Well, the way the Overdyed process works is:
- The original rugs to undergo the upcycle process are carefully hand-selected. They need to be in a good condition (no tears/ damages), and of course need to be made from natural materials (you cannot overdye rugs with synthetic materials). The Kerman rugs are handmade with a wool pile and a cotton foundation.
- They are then colour neutralised & soaked, to strip the harsh tones of the original dyes. This process sometimes needs to be done numerous times, dependent on how strong the original colours were.

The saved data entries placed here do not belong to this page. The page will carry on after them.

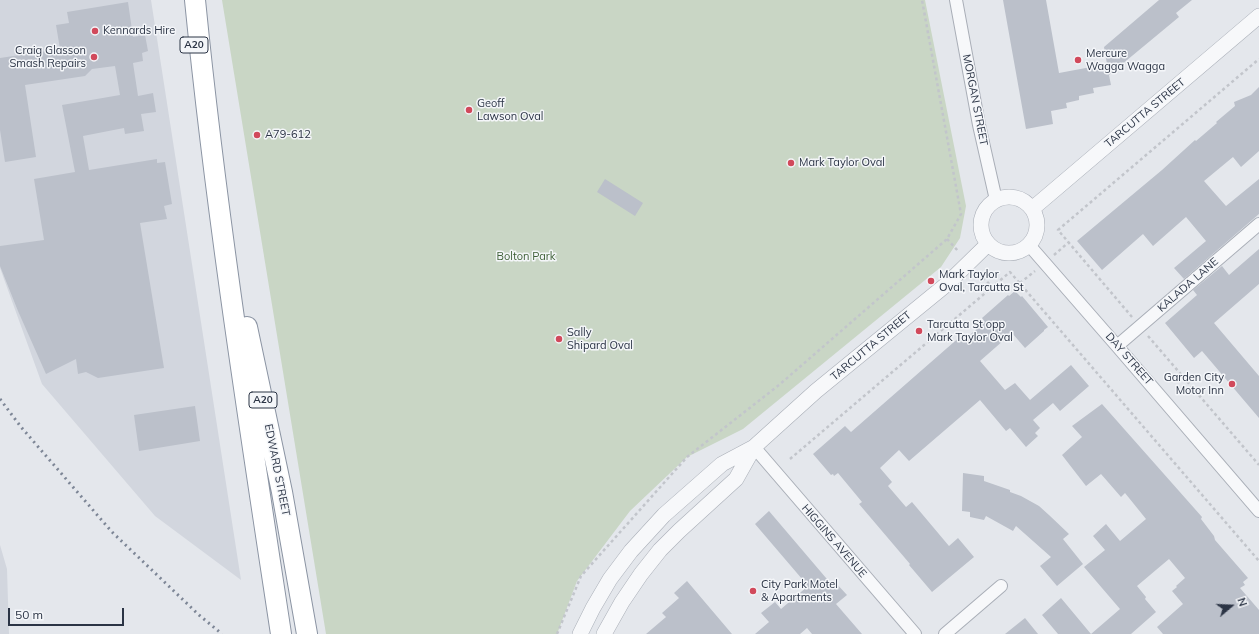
<!DOCTYPE html>
<html>
<head>
<meta charset="utf-8">
<style>
	body { margin:0 }
	#map { position:relative; width:1259px; height:634px; overflow:hidden; background:#e4e7ec; font-family:Mulish,sans-serif }
	canvas { display:block }
	.north { position:absolute; left:1211px; top:586px; width:40px; height:40px; -webkit-text-stroke:3px #f4f6f9; paint-order:stroke; rotate:71deg; font-size:11px; font-weight:700; line-height:16px; text-align:center; color:#2b3445 }
	.north::after { content:''; display:block; margin:auto; width:14px; height:18px; background:#2b3445; clip-path:polygon(50% 0,100% 100%,50% 72%,0 100%) }
	.scale { position:absolute; left:8px; top:608px; width:116px; height:18px; box-sizing:border-box; border:2px solid #2b3445; border-top:0; padding-left:5px; font-size:12px; line-height:14px; white-space:nowrap; color:#2b3445; -webkit-text-stroke:3px #f4f6f9; paint-order:stroke }
</style>
</head>
<body>
<div id="map">
<canvas width="1259" height="634"></canvas>
<div class="north">N</div>
<div class="scale">50 m</div>
</div>
<script>
const context = document.querySelector('canvas').getContext('2d');
context.lineJoin = 'round';
function paint(path, color) {
  context.fillStyle = color;
  context.fill(path, 'evenodd');
}
function strokePath(path, color, width, dash) {
  context.strokeStyle = color;
  context.lineWidth = width;
  context.lineCap = dash ? 'butt' : 'round';
  context.setLineDash(dash || []);
  context.stroke(path);
}
function drawText(font, color, halo, rows, align = 'center') {
  context.font = font + ' Mulish,sans-serif';
  context.lineWidth = 3;
  context.setLineDash([]);
  context.textBaseline = 'middle';
  context.strokeStyle = halo;
  context.fillStyle = color;
  for (const [text, x, y, turn = 0] of rows) {
    context.save();
    context.translate(x, y);
    context.rotate((+turn || 0) * Math.PI / 180);
    context.textAlign = isNaN(turn) ? turn : align;
    if (halo) context.strokeText(text, 0, 0);
    context.fillText(text, 0, 0);
    context.restore();
  }
}
paint(new Path2D(`
	M 0,0 L 151,0 L 241,580 L 155,516 L 42,384 L 0,268 Z
	M 0,545 L 7,569 L 9,634 L 0,634 Z`), '#d2d6de');
paint(new Path2D(`
	M 222,0 L 925,0 L 966,206 L 960,238 L 941,267 L 743,429 L 687,457 L 630,511 L 577,581 L 557,634 L 326,634 Z`), '#c9d6c5');
paint(new Path2D(`
	M 1003,0 L 1046,0 L 1059,73 L 1107,64 L 1104,47 L 1159,0 L 1192,0 L 1176,13 L 1179,17 L 1109,75 L 1111,85 L 1093,88 L 1094,93 L 1079,96 L 1079,100 L 1066,103 L 1067,108 L 1051,111 L 1053,124 L 1026,129 Z
	M 128,2 L 133,37 L 145,35 L 148,51 L 142,53 L 143,61 L 133,63 L 138,96 L 153,93 L 156,112 L 141,114 L 144,131 L 125,134 L 124,128 L 83,136 L 89,170 L 157,159 L 157,163 L 165,162 L 172,204 L 164,206 L 167,219 L 140,223 L 164,368 L 98,378 L 86,372 L 78,374 L 76,359 L 46,374 L 18,311 L 0,266 L 0,246 L 44,240 L 34,179 L 75,172 L 62,105 L 120,95 L 115,66 L 92,69 L 85,76 L 25,85 L 36,157 L 5,162 L 0,130 L 0,58 L 60,49 L 56,25 L 69,23 L 67,12 Z
	M 1259,87 L 1259,151 L 1241,167 L 1233,157 L 1204,181 L 1226,206 L 1259,179 L 1259,214 L 1184,279 L 1174,268 L 1206,241 L 1186,217 L 1153,246 L 1143,234 L 1102,270 L 1077,241 L 1162,170 L 1195,140 L 1196,141 L 1217,123 L 1216,122 L 1235,106 L 1234,102 L 1251,95 Z
	M 605,179 L 643,203 L 635,216 L 597,192 Z
	M 1259,249 L 1259,284 L 1214,323 L 1259,376 L 1259,418 L 1202,351 L 1194,358 L 1165,323 L 1197,295 L 1193,290 L 1222,266 L 1229,275 Z
	M 1015,291 L 1021,297 L 1022,296 L 1048,327 L 1044,330 L 1044,331 L 1025,348 L 1012,333 L 980,361 L 1005,390 L 1015,383 L 1030,400 L 1071,365 L 1089,386 L 1060,411 L 1053,403 L 1033,420 L 1040,428 L 1035,433 L 1038,436 L 1026,447 L 1010,428 L 1006,431 L 980,400 L 909,461 L 899,450 L 880,468 L 892,482 L 888,486 L 906,507 L 912,502 L 949,546 L 958,538 L 974,557 L 932,592 L 909,565 L 910,564 L 859,504 L 862,502 L 838,473 L 834,476 L 833,474 L 831,475 L 813,454 L 845,426 L 851,432 L 962,335 L 965,339 L 985,322 L 982,318 L 1008,295 L 1009,296 Z
	M 1102,404 L 1202,517 L 1201,519 L 1214,536 L 1215,540 L 1248,578 L 1243,582 L 1245,585 L 1240,588 L 1259,610 L 1259,634 L 1163,634 L 1157,627 L 1183,604 L 1172,591 L 1177,587 L 1176,586 L 1185,578 L 1169,559 L 1137,586 L 1146,597 L 1145,599 L 1156,612 L 1131,634 L 1058,634 L 1042,615 L 1061,598 L 1091,634 L 1120,609 L 1084,567 L 1105,550 L 1093,536 L 1106,524 L 1120,541 L 1146,519 L 1125,493 L 1121,497 L 1101,474 L 1086,486 L 1062,455 L 1082,437 L 1072,426 Z
	M 195,406 L 200,441 L 139,451 L 134,415 Z
	M 963,473 L 984,476 L 984,481 L 1010,490 L 1010,492 L 1021,496 L 1039,506 L 1049,515 L 1069,534 L 1063,539 L 1083,564 L 1057,586 L 1040,566 L 1051,557 L 1016,526 L 1013,531 L 986,516 L 984,520 L 970,517 L 970,512 L 962,511 Z
	M 769,511 L 832,585 L 835,582 L 847,595 L 836,604 L 862,634 L 812,634 L 807,628 L 800,634 L 755,634 L 769,622 L 761,613 L 775,602 L 781,609 L 808,586 L 755,524 Z
	M 687,581 L 732,634 L 646,634 L 666,617 L 662,613 L 679,598 L 674,593 Z
	M 1025,618 L 1038,634 L 1005,634 Z`), '#bbc0ca');
const minor = new Path2D(`
	M 956,0 L 979,125 L 996,200
	M 1029,245 L 1117,346 L 1259,511
	M 1117,346 L 1259,224
	M 754,447 L 915,634
	M 945,634 L 1001,586`);
const tertiary = new Path2D(`
	M981 225a28 28 0 1 1 56 0a28 28 0 1 1-56 0Z
	M 1032,209 L 1259,16
	M 580,634 L 593,608 L 610,579 L 631,551 L 664,515 L 722,464 L 754,447 L 816,391 L 947,284 L 988,244
	M 604,634 L 622,602 L 641,574 L 660,550 L 679,531 L 736,479 L 754,447`);
const trunk = new Path2D(`
	M 195,0 C 216,212 249,423 281,634
	M 247,327 L 282,492 L 307,634`);
strokePath(minor, '#a9aeb7', 14);
strokePath(tertiary, '#a9aeb7', 16);
strokePath(trunk, '#8b94a3', 22);
strokePath(new Path2D(`
	M 947,239 L 959,252
	M 1054,255 L 1069,242
	M 979,273 L 992,287
	M 1020,283 L 1035,271
	M 1132,317 L 1058,230 L 1259,59
	M 1148,336 L 1259,465
	M 790,459 L 1010,272 L 1259,561
	M 557,634 L 581,576 L 687,457 L 779,385 L 947,239 L 961,214 L 922,0`), '#c2c5cb', 2.5, [3, 3]);
strokePath(minor, '#f7f8fa', 12);
strokePath(tertiary, '#f7f8fa', 15);
strokePath(trunk, '#fff', 20);
strokePath(new Path2D(`
	M 0,399 L 21,427 L 112,532 L 199,615 L 222,634`), '#7d8696', 3, [2, 4]);
for (const [x, y, r, color] of [
	[95,31,4,"#d1495b"],
	[94,57,4,"#d1495b"],
	[1078,60,4,"#d1495b"],
	[469,110,4,"#d1495b"],
	[257,135,4,"#d1495b"],
	[791,163,4,"#d1495b"],
	[931,281,4,"#d1495b"],
	[919,331,4,"#d1495b"],
	[559,339,4,"#d1495b"],
	[1232,384,4,"#d1495b"],
	[753,591,4,"#d1495b"]
]) {
  const dot = new Path2D();
  dot.arc(x, y, r, 0, 2 * Math.PI);
  context.fillStyle = color;
  context.fill(dot);
  strokePath(dot, '#f4f6f9', 1.5);
}
for (const [x, y, w] of [
	[194,45,28],
	[263,400,28]
]) {
  const box = new Path2D();
  box.roundRect(x - w / 2, y - 8, w, 16, 3);
  context.fillStyle = '#f4f6f9';
  context.fill(box);
  strokePath(box, '#2b3445', 1);
}
drawText('bold 10px', '#2b3445', null, [
	["A20",194,45],
	["A20",263,400]
]);
drawText('11px', '#2b3445', '#f4f6f9', [
	["Kennards Hire",103,31],
	["Craig Glasson",86,51,"right"],
	["Smash Repairs",86,64,"right"],
	["Mercure",1086,54],
	["Wagga Wagga",1086,67],
	["Geoff",477,104],
	["Lawson Oval",477,117],
	["A79-612",265,135],
	["Mark Taylor Oval",799,163],
	["Mark Taylor",939,275],
	["Oval, Tarcutta St",939,288],
	["Tarcutta St opp",927,325],
	["Mark Taylor Oval",927,338],
	["Sally",567,333],
	["Shipard Oval",567,346],
	["Garden City",1224,378,"right"],
	["Motor Inn",1224,391,"right"],
	["City Park Motel",761,585],
	["& Apartments",761,598]
], 'left');
drawText('11px', '#2b3445', '#f4f6f9', [
	["MORGAN STREET",975,100,79],
	["TARCUTTA STREET",1145,113,-40],
	["KALADA LANE",1188,285,-41],
	["TARCUTTA STREET",871,346,-40],
	["DAY STREET",1129,359,49],
	["EDWARD STREET",277,470,79],
	["HIGGINS AVENUE",834,541,49]
]);
drawText('11px', '#3f6138', '#f4f6f9', [
	["Bolton Park",526,257]
]);
</script>
</body>
</html>
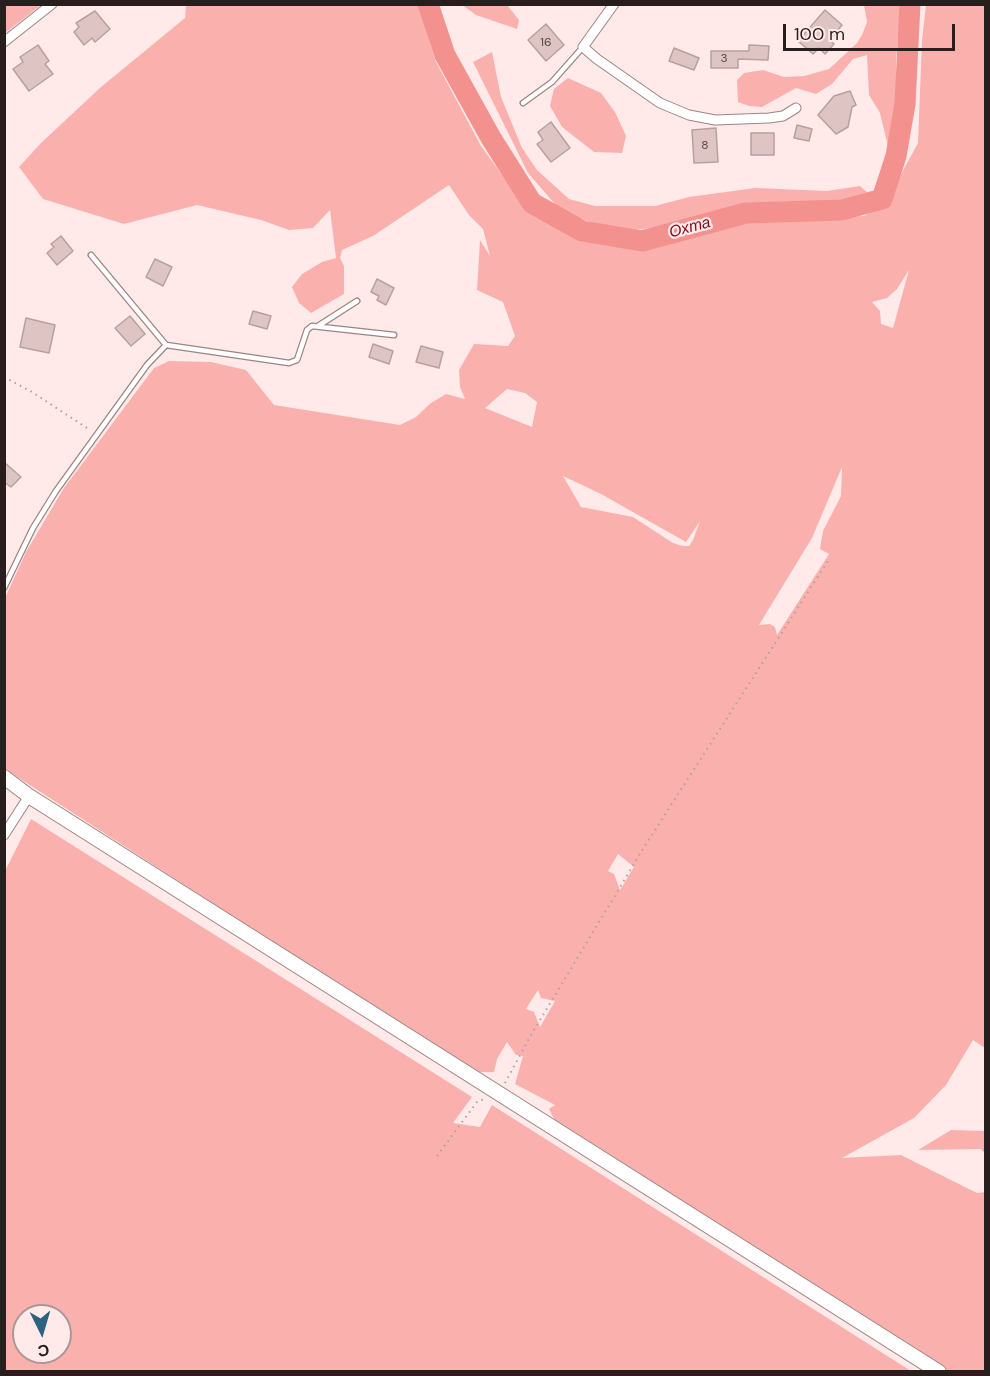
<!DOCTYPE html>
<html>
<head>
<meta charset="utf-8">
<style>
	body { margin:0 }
	#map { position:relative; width:990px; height:1376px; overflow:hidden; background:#ffeae9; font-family:"DM Sans",sans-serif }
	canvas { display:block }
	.frame { position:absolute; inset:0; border:6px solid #271e1d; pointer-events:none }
	.north { position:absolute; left:12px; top:1304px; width:60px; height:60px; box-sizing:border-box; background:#ffeae9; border:2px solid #a99897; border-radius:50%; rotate:175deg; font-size:16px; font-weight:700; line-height:24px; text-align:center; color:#271e1d }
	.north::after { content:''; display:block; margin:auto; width:21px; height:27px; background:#2d637e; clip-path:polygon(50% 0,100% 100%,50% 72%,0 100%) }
	.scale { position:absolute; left:783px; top:24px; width:172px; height:27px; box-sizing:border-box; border:3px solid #271e1d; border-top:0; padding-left:8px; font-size:18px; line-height:21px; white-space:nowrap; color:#271e1d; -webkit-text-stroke:4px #ffeae9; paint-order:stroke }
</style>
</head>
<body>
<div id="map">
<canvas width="990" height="1376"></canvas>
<div class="frame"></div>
<div class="north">С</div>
<div class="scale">100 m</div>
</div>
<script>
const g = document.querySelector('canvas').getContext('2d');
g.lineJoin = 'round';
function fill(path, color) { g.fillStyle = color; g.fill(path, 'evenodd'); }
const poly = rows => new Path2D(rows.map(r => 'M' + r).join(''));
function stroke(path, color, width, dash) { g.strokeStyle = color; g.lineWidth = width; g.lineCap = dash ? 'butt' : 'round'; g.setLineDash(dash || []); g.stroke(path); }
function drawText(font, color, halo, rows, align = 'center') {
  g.font = font + ' "DM Sans",sans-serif'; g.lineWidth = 4.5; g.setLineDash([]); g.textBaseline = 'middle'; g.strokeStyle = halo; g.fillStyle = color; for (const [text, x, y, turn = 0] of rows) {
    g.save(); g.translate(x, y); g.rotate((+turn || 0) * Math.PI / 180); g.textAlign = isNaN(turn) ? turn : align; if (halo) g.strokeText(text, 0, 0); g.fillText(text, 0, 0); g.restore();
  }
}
const green = poly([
	[5,4,41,4,41,5,5,33],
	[186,5,418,5,436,62,481,146,529,212,580,240,643,248,757,220,864,216,886,202,918,143,922,40,926,5,985,5,985,1048,973,1040,946,1085,914,1118,842,1158,901,1155,977,1193,985,1192,985,1371,948,1371,554,1119,549,1109,555,1105,515,1084,523,1056,516,1055,507,1042,497,1059,494,1072,474,1072,8,771,9,769,5,772,5,598,26,552,64,488,154,368,169,361,211,362,246,370,274,405,400,425,416,417,431,403,446,394,465,399,460,387,459,370,474,344,508,346,515,336,503,302,477,290,480,240,490,256,483,229,469,215,449,185,373,236,342,250,340,258,344,266,344,294,311,313,299,303,292,287,302,274,322,262,336,258,330,210,313,228,289,230,261,220,197,205,124,224,43,199,19,167,41,143,101,87,185,18],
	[909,270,893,328,881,324,880,311,872,302,887,298,897,289],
	[507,389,525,393,537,402,532,427,485,408],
	[842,467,841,496,823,531,820,549,829,554,777,635,775,627,770,624,759,625,812,538],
	[563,476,601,494,686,542,700,521,693,540,689,546,683,546,673,543,633,517,581,507],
	[618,854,634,867,620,890,614,874,608,871],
	[538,990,541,998,555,1001,540,1027,534,1012,526,1009],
	[462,5,507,5,519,20,517,29,476,15],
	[864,5,901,5,896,60,896,105,889,150,880,113,869,95,867,55,853,59,832,84,816,94,796,88,762,107,749,106,738,102,737,80,744,73,763,70,784,77,804,76,829,69,857,43,862,35,867,22],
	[492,52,501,97,522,148,537,170,569,199,595,206,655,206,689,197,755,188,827,191,860,186,868,193,847,203,804,201,746,203,676,224,636,230,598,225,561,211,528,173,473,62],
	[568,78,601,93,615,112,626,136,622,153,594,152,562,127,550,106,554,89],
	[31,819,472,1097,453,1123,480,1127,492,1105,911,1371,5,1371,5,871],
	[24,1316,60,1316,60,1352,24,1352],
	[951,1130,985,1131,985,1154,981,1149,918,1150]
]);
const river = poly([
	[428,4,445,55,491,138,532,203,582,231,642,241,746,213,842,210,882,199,896,156,905,104,910,4]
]);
const building = poly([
	[825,10,842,25,830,40,834,44,825,54,819,48,813,54,798,41,825,10],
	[95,11,110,29,95,42,92,38,84,45,74,32,79,27,76,23,95,11],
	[546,24,564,45,546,61,528,40,546,24],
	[38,45,49,61,45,64,53,74,29,91,13,69,23,62,20,57,38,45],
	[749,45,769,46,768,60,738,59,738,68,711,68,711,51,749,51,749,45],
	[674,48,699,58,694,70,669,61,674,48],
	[850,91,856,105,852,107,848,127,836,134,818,115,834,96,850,91],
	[551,122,570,148,551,162,537,144,543,140,538,132,551,122],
	[797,125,812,129,809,141,794,138,797,125],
	[716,128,718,162,694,163,692,130,716,128],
	[751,133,774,133,774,155,751,155,751,133],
	[61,236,73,251,57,265,47,253,54,247,51,244,61,236],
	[155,259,172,267,163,286,146,277,155,259],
	[377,279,394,288,386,305,377,300,379,296,371,292,377,279],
	[253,311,271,316,267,329,249,324,253,311],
	[130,316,145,334,131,346,115,328,130,316],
	[26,318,55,325,49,353,20,347,26,318],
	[373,344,393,351,389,364,369,357,373,344],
	[421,346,443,352,439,368,416,362,421,346],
	[4,462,21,477,11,487,4,482,4,462]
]);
const path = poly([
	[4,377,32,392,90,430],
	[505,1083,531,1035,646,844,828,561],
	[437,1156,477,1102,484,1099]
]);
const lane = poly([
	[523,103,552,82,583,47],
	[318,326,357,301],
	[166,345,289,363,297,360,307,330,312,326,394,335],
	[4,588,33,528,56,491,147,365,166,345,91,255]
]);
const street = poly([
	[614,4,583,47,597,59,660,103,689,115,715,120,769,118,783,116,796,108],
	[4,42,52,4],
	[4,835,29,796]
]);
const secondary = poly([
	[4,777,29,796,939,1372]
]);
const numberNames = [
	["16",546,43],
	["3",724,59],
	["8",705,146]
];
const waterNames = [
	["Охта",690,228,-15]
];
fill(green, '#fab1ad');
stroke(river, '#f2918d', 21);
fill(building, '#dec5c3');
stroke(building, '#b8a09e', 1.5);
stroke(lane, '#9c8483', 7);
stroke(street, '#9c8483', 11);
stroke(secondary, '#9c8483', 16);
stroke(path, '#b1a09f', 2, [1.5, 4.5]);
stroke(lane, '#fff', 4.5);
stroke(street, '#fff', 9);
stroke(secondary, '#fff', 14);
drawText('12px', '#554846', null, numberNames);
drawText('italic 16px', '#81091a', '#ffeae9', waterNames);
</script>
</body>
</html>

- They are then dyed over with a new colourway - giving them fresh life. Every piece will take to the colour differently. It depends on the original rug, the mix of dye, the weather conditions, and much more. This process is laborious, taking 3 or 4 months to get to the desired colour. The answer to the above question is that the wool has to be of a good quality, as it simply takes to this process better and gives a softer and more desirable finish.
- The pile will be shaved now in places, to give the rug a more distressed and vintage feel. This varies per rug - some are more worn than others.
The same dye colour would have been used on these two rugs, but they are never exactly the same when complete. A charm that is maintained in the process: your rug will never be the same as anybody else's, each piece is completely unique. Left to right: TALLIE, TRIXIBELLE, LAYLAND.
What I love about the Overdyed collection is we are able to give new life to rugs that are out of style. It is such a cool and great way to recycle and reuse a rug that would otherwise be dead inventory. It also gives good support to weavers in these areas. As all Persian rugs are recognisable by where they have been made in the country, those that are out of style would simply not be purchased. We are still able to buy these rugs, supporting the weavers, and upcycling to produce something that is now widely used in the UK (& beyond) and particularly loved by Interior Designers. They are softer in colour and design, and so are easy to work into most rooms.
Architectural Digest made a valid point in a recent article that discusses the "uptick in popularity of the [overdyed rugs] look" that has, unfortunately, "led to a decline in the quality of overdyed rugs on the market. Many vendors are keen to take cheap, undesirable rugs and shave them down on purpose to give them a distressed look before overdyeing... Sometimes they'll even cut up other rugs to add "patches."